Griffin Hall houses the College of Informatics, a discipline that merges three different departments: Business Informatics, Communication and Computer Science. But the building and informatics are not just about technology, according to Kevin Kirby, Interim Dean of the College of Informatics.
“Some people may think informatics is just about technology; we want the building to show it’s much more than that,” Kirby said. “It’s about being social, being connected, even being green.”
The building was created to inspire all students to see how informatics connects to their own majors, according to Kirby; which is why classes from other colleges are also taught in Griffin.
The classrooms and learning spaces are unique compared to the rest on campus, as many of Griffin’s are designed specifically to house components and equipment for particular departments. For example, there are state-of-the-art labs for digital media creation, health informatics, computer networking and journalism, among many others.
Although the spaces offer students a new way to learn and professors a new way to teach, it has been hard for some to utilize the equipment. Only about 70 percent of the classrooms are equipped with audio/visual systems, according to Rob Knarr, Senior Project Manager/Associate Director of Architecture, Design & Construction Management.
Chris Strobel, Electronic Media & Broadcasting professor, and his team have been encouraging professors to set contingency plans into place in case of “technological hiccups.” Because it is still early in the semester, many classes are not getting into the technology right away, so Strobel said his expectations are still high.
“The excitement we’ve seen from faculty and students appears to indicate a very successful semester and beyond,” he said.
Senior communication studies major Nicole Secen is among those students that do like the building, even if she has not experienced the technology yet. “I really like the dry erase walls,” she said. It’s still early in the semester; but so far, Secen is impressed by the building’s architecture and ample seating space.
A number of students have been working in the building and alongside the technology installation. Junior computer science major Sean Butts works as a mobile application developer for the Center for Applied Informatics, and has been in Griffin since the end of July.
The new Mac computers in his office are one of his favorite parts of moving in, as well as the open-air atrium and Digitorium.
The Digitorum, a two-story digital auditorium, will host everything from opera and dance concerts to cyber warfare games, according to Kirby.
The Digitorum and technology aspects are not the building’s only attempt at fresh and new features — Griffin is also designed to more be earth-friendly than any other building on campus. According to Knarr the building is targeted to achieve Leadership in Energy and Environmental Design (LEED) Silver certification, and it is the university’s first attempt towards certification.
To work towards the certification, Griffin Hall is equipped with efficient lighting and plumbing and uses local construction materials when possible, and “most dramatic of all, it has a rooftop garden,” Kirby said. The “green roof” covers 23 percent of the total building roof area.

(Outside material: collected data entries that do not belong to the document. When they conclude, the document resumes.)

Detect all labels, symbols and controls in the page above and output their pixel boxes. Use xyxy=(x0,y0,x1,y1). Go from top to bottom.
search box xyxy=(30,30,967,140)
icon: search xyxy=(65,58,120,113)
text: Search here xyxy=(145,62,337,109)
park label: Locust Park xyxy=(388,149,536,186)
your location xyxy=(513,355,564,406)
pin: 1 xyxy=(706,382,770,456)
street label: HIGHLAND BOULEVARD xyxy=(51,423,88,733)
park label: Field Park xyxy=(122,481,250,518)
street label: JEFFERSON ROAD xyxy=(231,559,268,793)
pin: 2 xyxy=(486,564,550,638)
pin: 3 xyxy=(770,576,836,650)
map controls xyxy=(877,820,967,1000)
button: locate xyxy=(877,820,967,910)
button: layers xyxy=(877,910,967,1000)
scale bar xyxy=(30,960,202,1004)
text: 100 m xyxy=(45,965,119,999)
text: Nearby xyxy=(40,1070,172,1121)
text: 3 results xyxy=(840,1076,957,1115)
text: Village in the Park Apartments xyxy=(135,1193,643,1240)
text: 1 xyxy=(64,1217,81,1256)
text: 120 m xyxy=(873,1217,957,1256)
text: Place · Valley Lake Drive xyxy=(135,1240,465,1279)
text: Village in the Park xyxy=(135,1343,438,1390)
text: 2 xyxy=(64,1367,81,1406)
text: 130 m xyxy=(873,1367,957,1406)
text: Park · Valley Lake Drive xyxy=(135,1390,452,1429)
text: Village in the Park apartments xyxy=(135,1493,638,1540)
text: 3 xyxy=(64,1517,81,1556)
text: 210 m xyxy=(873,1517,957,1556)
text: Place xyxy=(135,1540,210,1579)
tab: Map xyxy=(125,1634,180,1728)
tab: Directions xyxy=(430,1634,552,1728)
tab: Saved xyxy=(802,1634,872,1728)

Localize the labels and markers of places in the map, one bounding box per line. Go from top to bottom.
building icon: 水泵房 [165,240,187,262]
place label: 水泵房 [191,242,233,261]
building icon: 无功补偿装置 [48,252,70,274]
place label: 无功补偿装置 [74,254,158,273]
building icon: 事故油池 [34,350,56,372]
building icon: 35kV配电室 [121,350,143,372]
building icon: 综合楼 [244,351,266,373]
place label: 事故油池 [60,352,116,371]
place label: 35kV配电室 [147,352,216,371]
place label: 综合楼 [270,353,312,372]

Although the roof does not qualify for LEED certification, it does promote sustainability by consuming and reusing rain water rather than diverting runoff to the storm sewer system, according to Knarr. The green roof also helps reduce sunlight heat transmission into the spaces below, which helps reduce energy consumption for cooling.
Griffin Hall’s grand opening, scheduled for Oct. 10, should mark the installation of all audio/visual systems in every classroom. Until then students and professors will have to work around the missing technology.